What is expected
Within the records, find every line that includes the word "data" and copy it.
___ Information
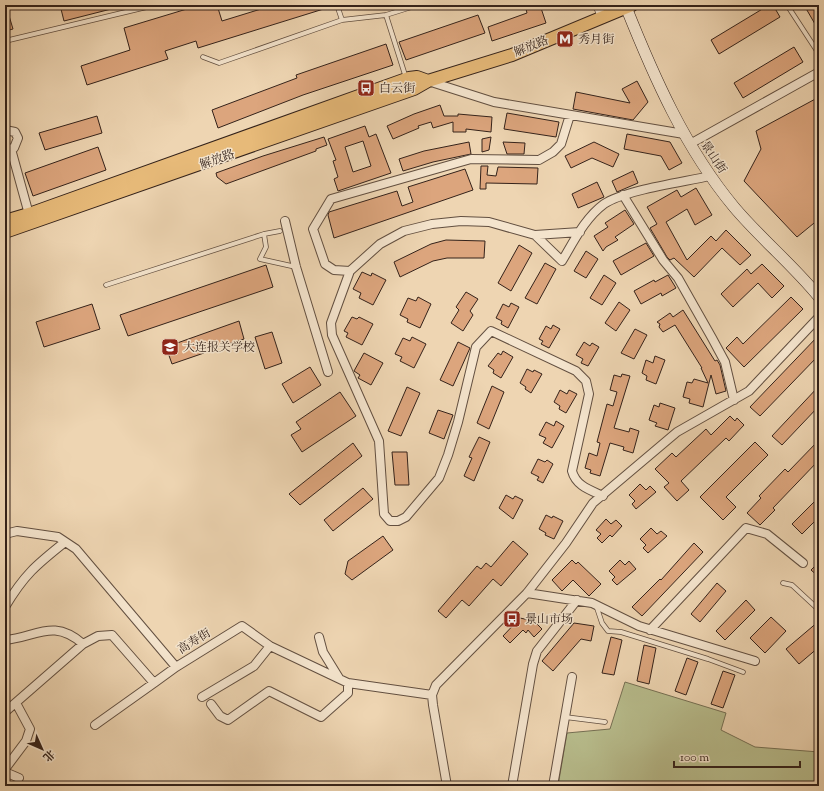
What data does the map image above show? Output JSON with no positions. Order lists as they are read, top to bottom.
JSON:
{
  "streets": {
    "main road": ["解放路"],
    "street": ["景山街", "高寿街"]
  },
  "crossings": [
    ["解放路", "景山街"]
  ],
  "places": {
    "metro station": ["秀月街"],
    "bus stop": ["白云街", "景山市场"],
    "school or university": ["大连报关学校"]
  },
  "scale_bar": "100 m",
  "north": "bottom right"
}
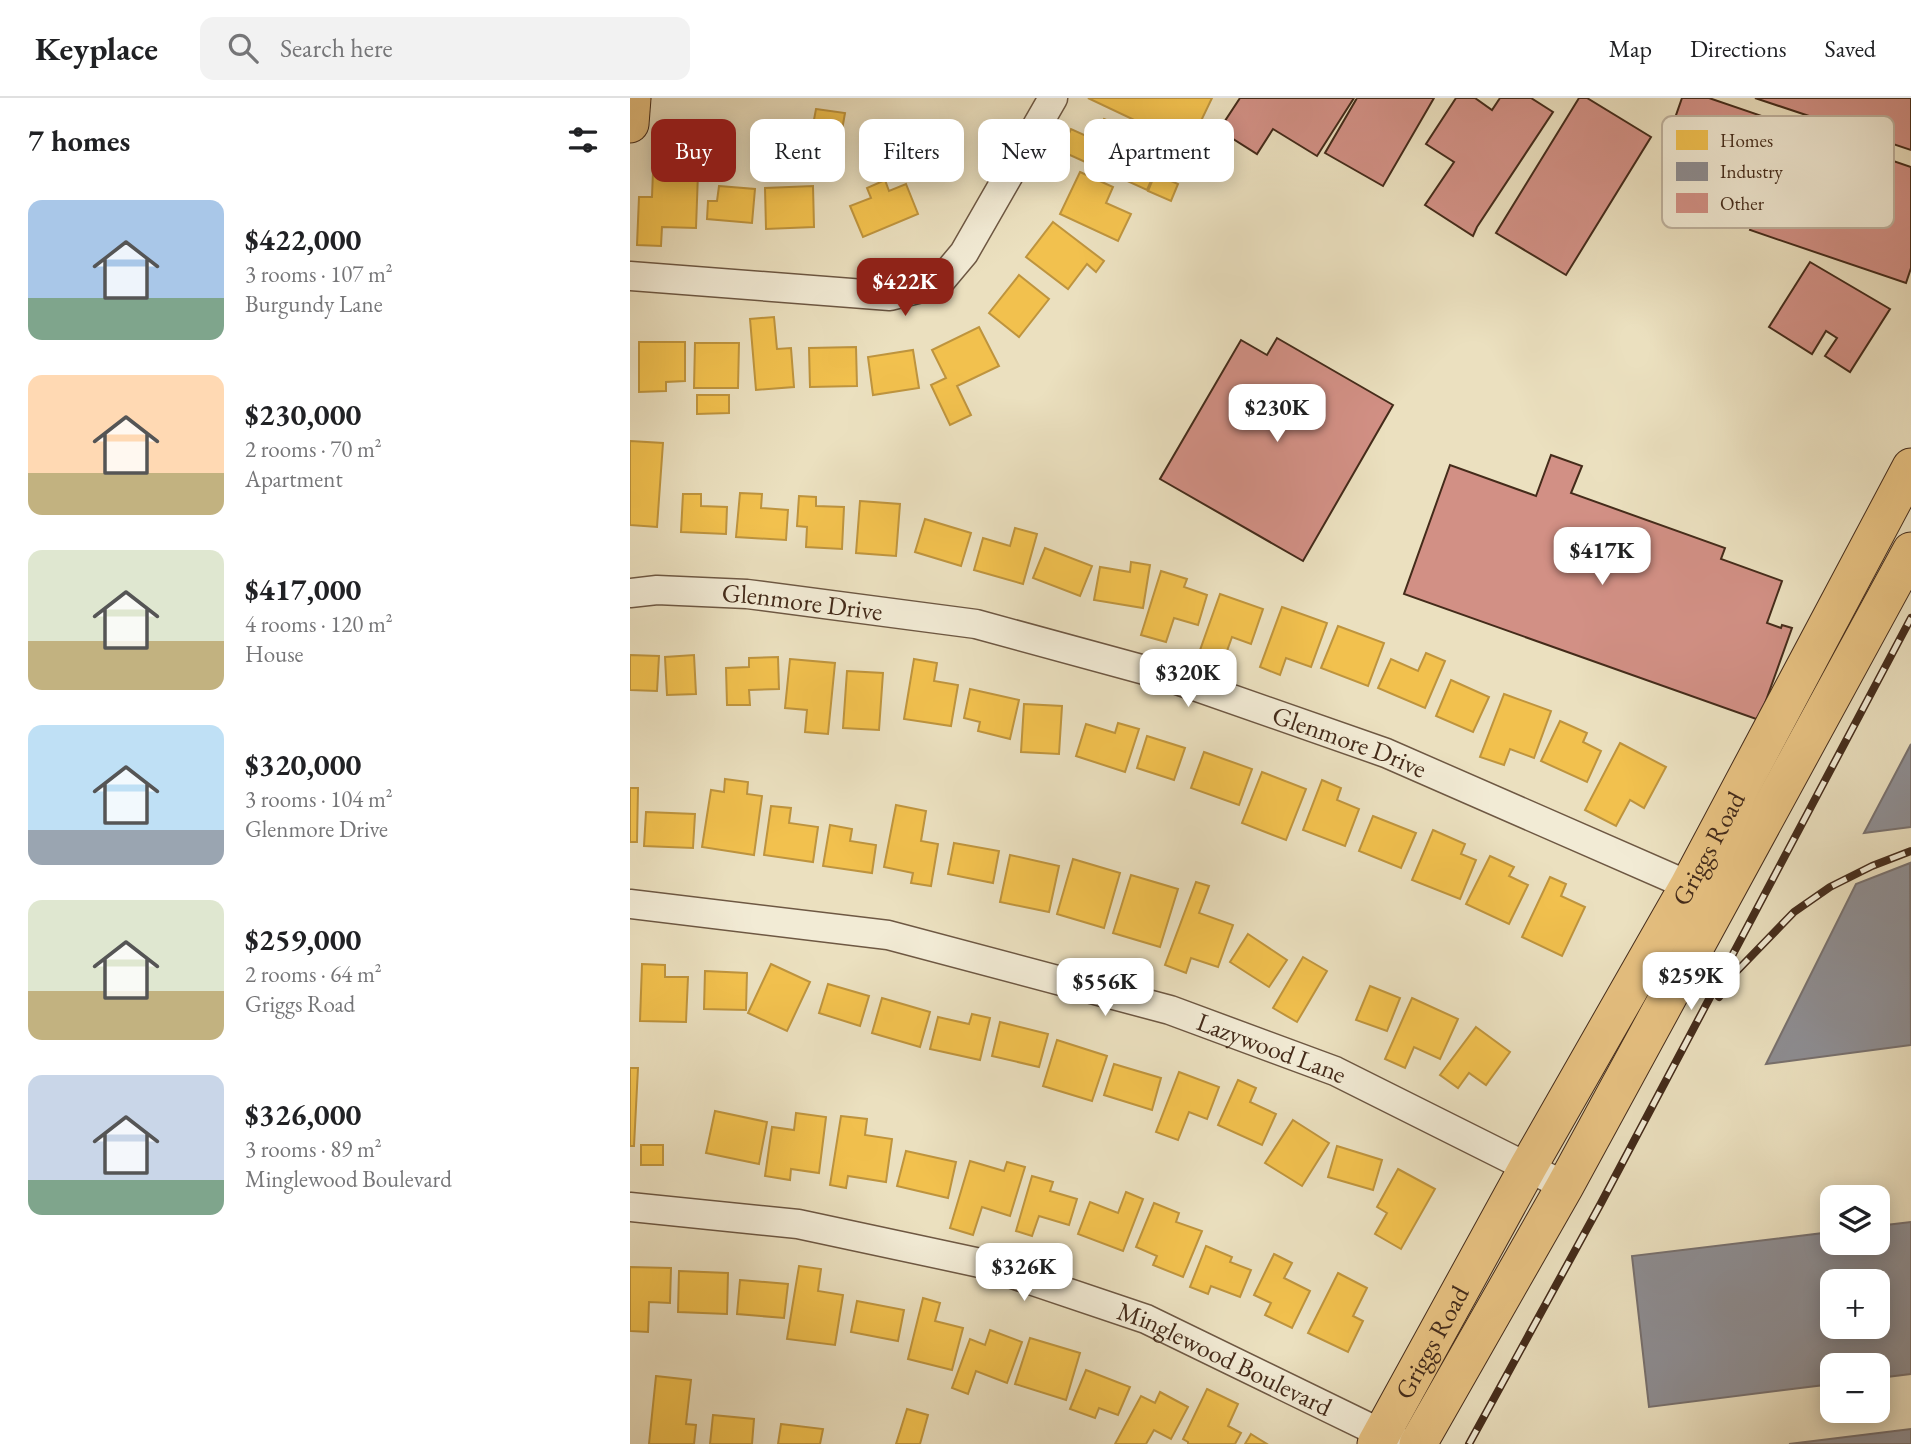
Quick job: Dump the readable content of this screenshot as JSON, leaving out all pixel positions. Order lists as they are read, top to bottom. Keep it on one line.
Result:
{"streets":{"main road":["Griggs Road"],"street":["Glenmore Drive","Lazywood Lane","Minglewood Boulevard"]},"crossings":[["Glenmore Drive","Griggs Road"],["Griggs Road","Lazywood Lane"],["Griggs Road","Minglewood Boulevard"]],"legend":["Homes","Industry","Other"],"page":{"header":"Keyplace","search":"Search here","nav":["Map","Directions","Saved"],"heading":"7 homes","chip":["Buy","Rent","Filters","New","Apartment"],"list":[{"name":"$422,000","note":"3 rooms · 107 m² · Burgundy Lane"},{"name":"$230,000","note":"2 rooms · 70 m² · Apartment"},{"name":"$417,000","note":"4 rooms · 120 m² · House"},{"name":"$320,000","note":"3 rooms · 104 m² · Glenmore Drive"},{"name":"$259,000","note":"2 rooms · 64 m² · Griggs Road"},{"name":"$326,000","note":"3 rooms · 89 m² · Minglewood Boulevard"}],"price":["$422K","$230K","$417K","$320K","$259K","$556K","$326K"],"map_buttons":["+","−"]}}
______
___ Information
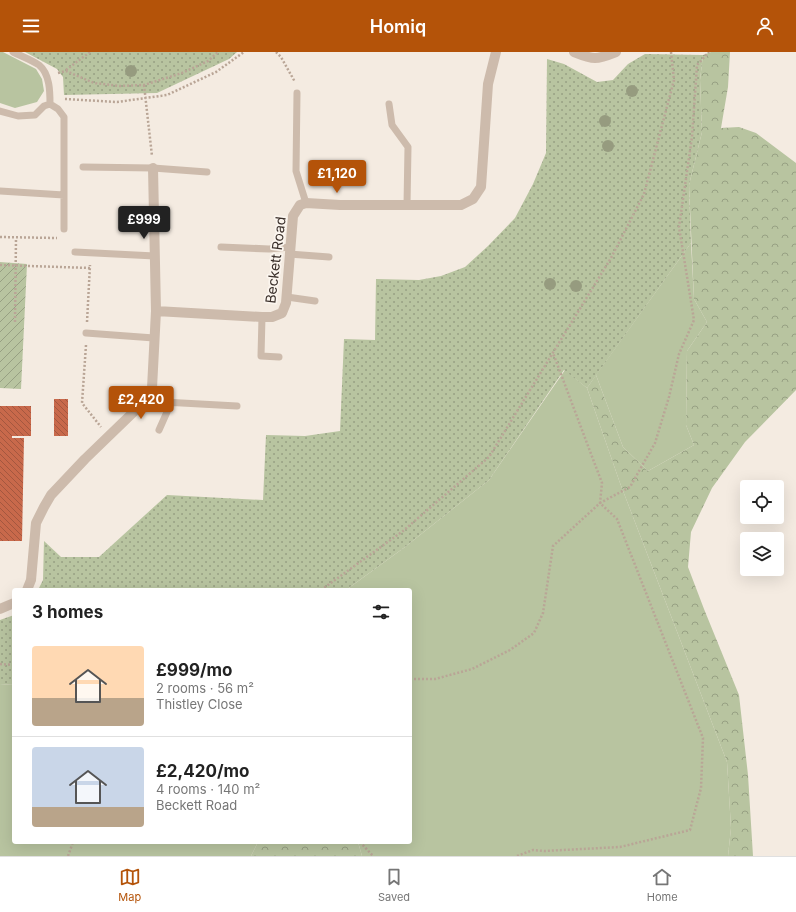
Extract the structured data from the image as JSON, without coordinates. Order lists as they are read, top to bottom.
______
Result of this exercise
What data does the map image above show? Output JSON with no positions. Order lists as they are read, top to bottom.
Extract the structured data from the image as JSON, without coordinates. Order lists as they are read, top to bottom.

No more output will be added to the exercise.